At, 3 p.m. or so, my parents again took us to a hamburger restaurant and told me "You can eat a hamburger or you can starve." I again chose starvation. They repeated this every three hours or so, while dropping hints that I would die and that I deserved it. They made me afraid for my life, while also indicating they didn't care.
Oh... There's one more detail I should point out. In addition to RA, I also had an immune deficiency until puberty and doctors weren't expecting me to live very long. Letting me go without food for a day was highly dangerous and likely could've resulted in my death and my parents were aware of it. So, those hints I might die, were not mere scare tactics, which would have been cruel enough.They literally risked my life so they could win a petty argument.
Late in the night, I finally said that I would eat a hamburger. However, my mother told me that it was too late. She said they weren't even going to let me eat a hamburger unless I first made a series of confessions. I had to confess that I actually loved the taste of hamburgers and had been lying the whole time. Next, I had to confess that the reason I was lying was part of a strange power play. When I made those false confessions (crying my eyes out the whole time), my mother said it wasn't enough. Only after I'd humiliated my self and begged and begged and begged and begged, did she finally let me eat something that I hated. My mother acted like she was doing me a favor I didn't deserve, saying it was "against (her) better judgement" to let me eat (let me live). As I ate it, I continued to cry. I thought I was going to vomit, not only because it tasted so bad, but because of what I'd had to go through to get it.

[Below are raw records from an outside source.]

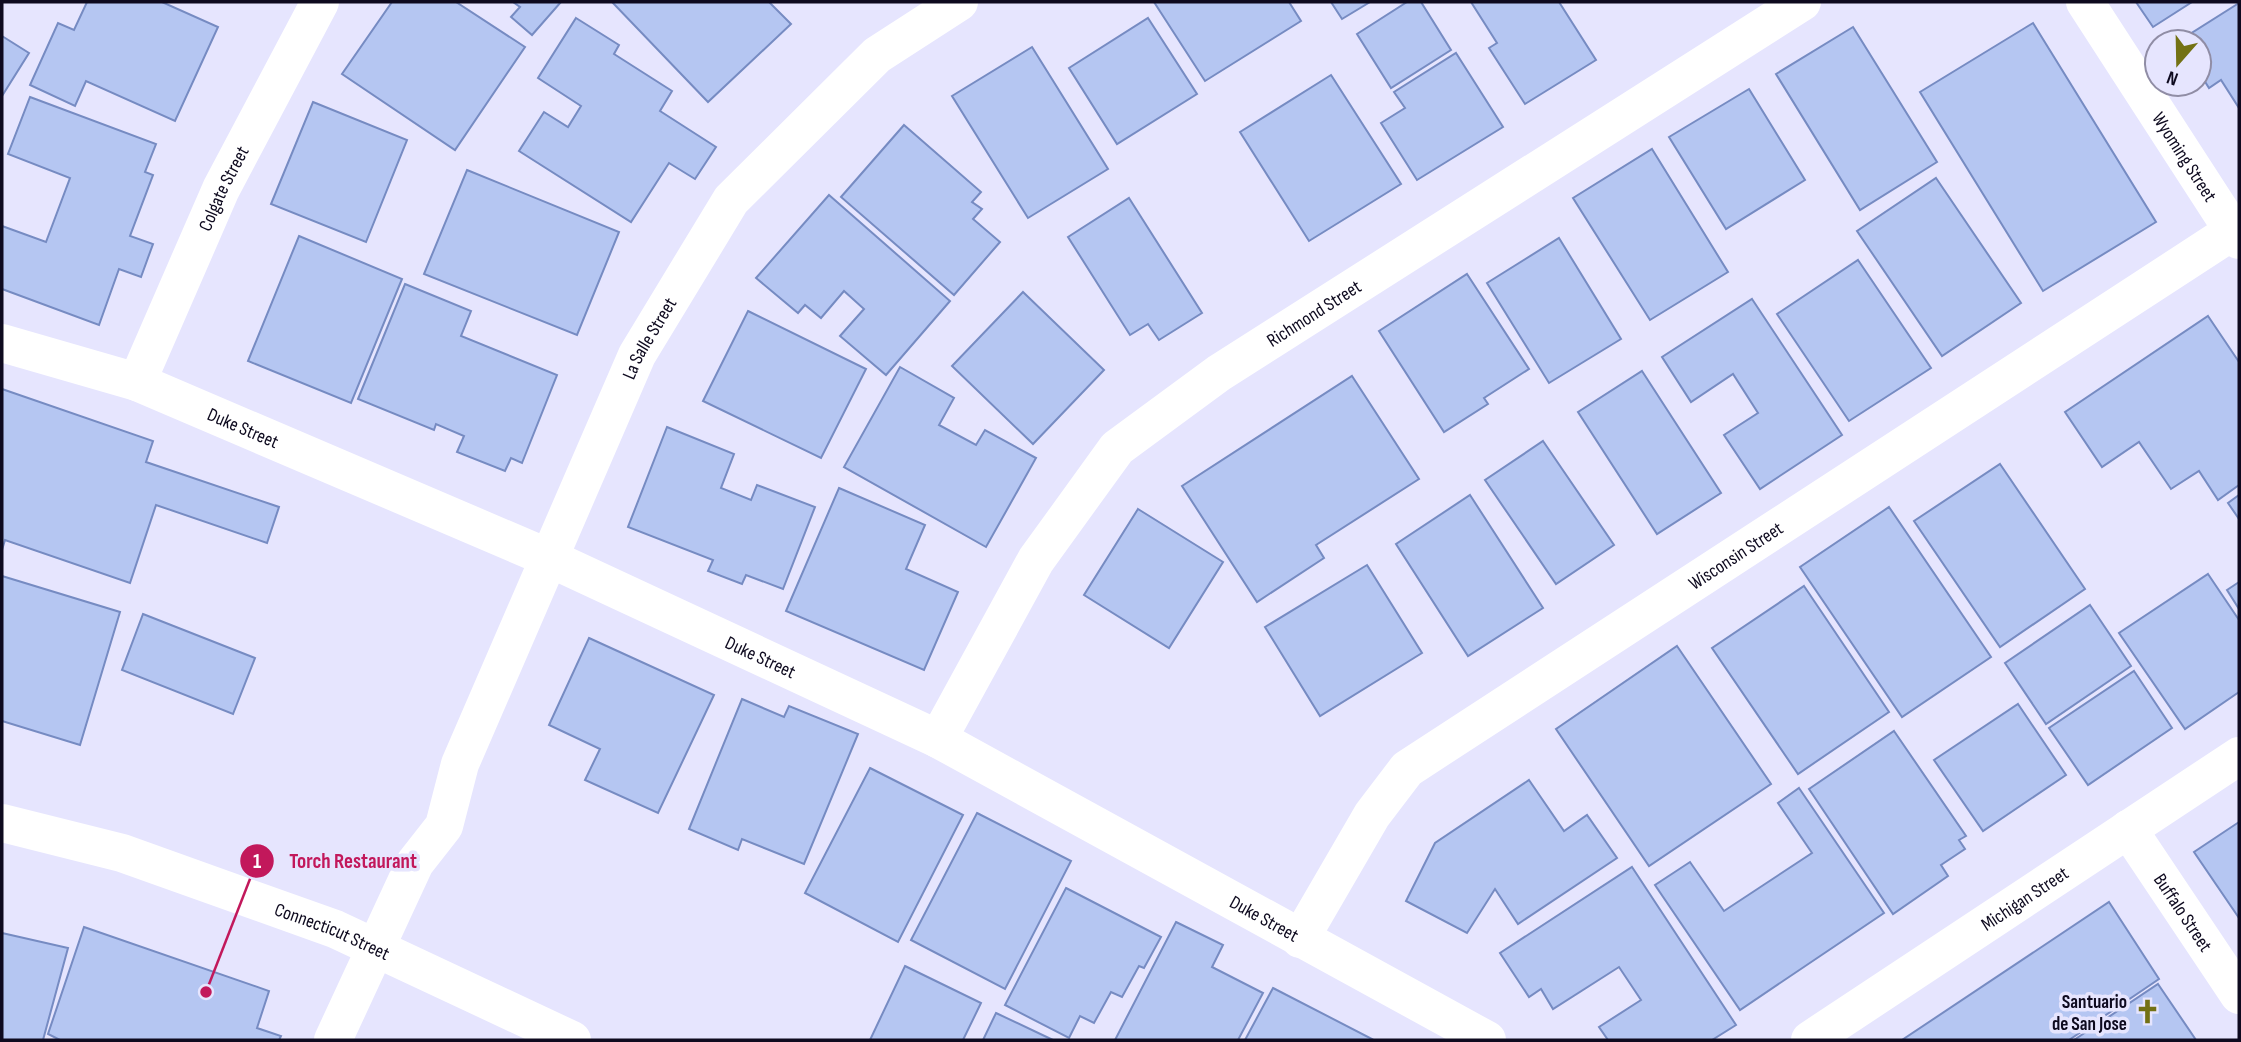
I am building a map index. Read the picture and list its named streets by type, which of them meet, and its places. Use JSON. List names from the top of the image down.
{
  "streets": {
    "street": [
      "Wyoming Street",
      "Colgate Street",
      "Richmond Street",
      "La Salle Street",
      "Duke Street",
      "Wisconsin Street",
      "Michigan Street",
      "Buffalo Street",
      "Connecticut Street"
    ]
  },
  "crossings": [
    ["Wyoming Street", "Wisconsin Street"],
    ["Colgate Street", "Duke Street"],
    ["Richmond Street", "Duke Street"],
    ["La Salle Street", "Duke Street"],
    ["La Salle Street", "Connecticut Street"],
    ["Duke Street", "Wisconsin Street"],
    ["Michigan Street", "Buffalo Street"]
  ],
  "places": {
    "other": ["Torch Restaurant"],
    "church": ["Santuario de San Jose"]
  },
  "north": "bottom"
}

A few days or weeks later, they did it to me a second time. At noon, when they took me to the restaurant, my mother said with a big smile, "But you admitted you like hamburgers."
I replied, "I lied because I was afraid for my life but I realize I'd rather just die."
We didn't get back until very late at night. Throughout the day and the evening, my mother kept telling my siblings, "He's choosing this. If he dies, it's his fault."
I went to bed, and waited for a few hours before sneaking up to the kitchen. When I got there, my mother was sitting in a chair waiting just to make sure I didn't get food, knowing it would likely mean my death.
She said she knew I would eventually try to sneak food and she wasn't going to let me eat. So I begged again, and this time, she let me eat a peanut butter and jelly sandwich.
"It's against my better judgement..."
To this day, I can't hear any variation of the phrases "hunger is the best sauce" or "you're just not hungry enough" without wanting to hurt people. I go into a kind of fight or flight response where I really have to fight to not go violent. I have never assaulted anyone over this, but my heart races and I am honestly ready to kill and maim when people say things like that.
My siblings watched all of it, and to this day, I think they are still on my parents' side and would call it a self-inflicted problem.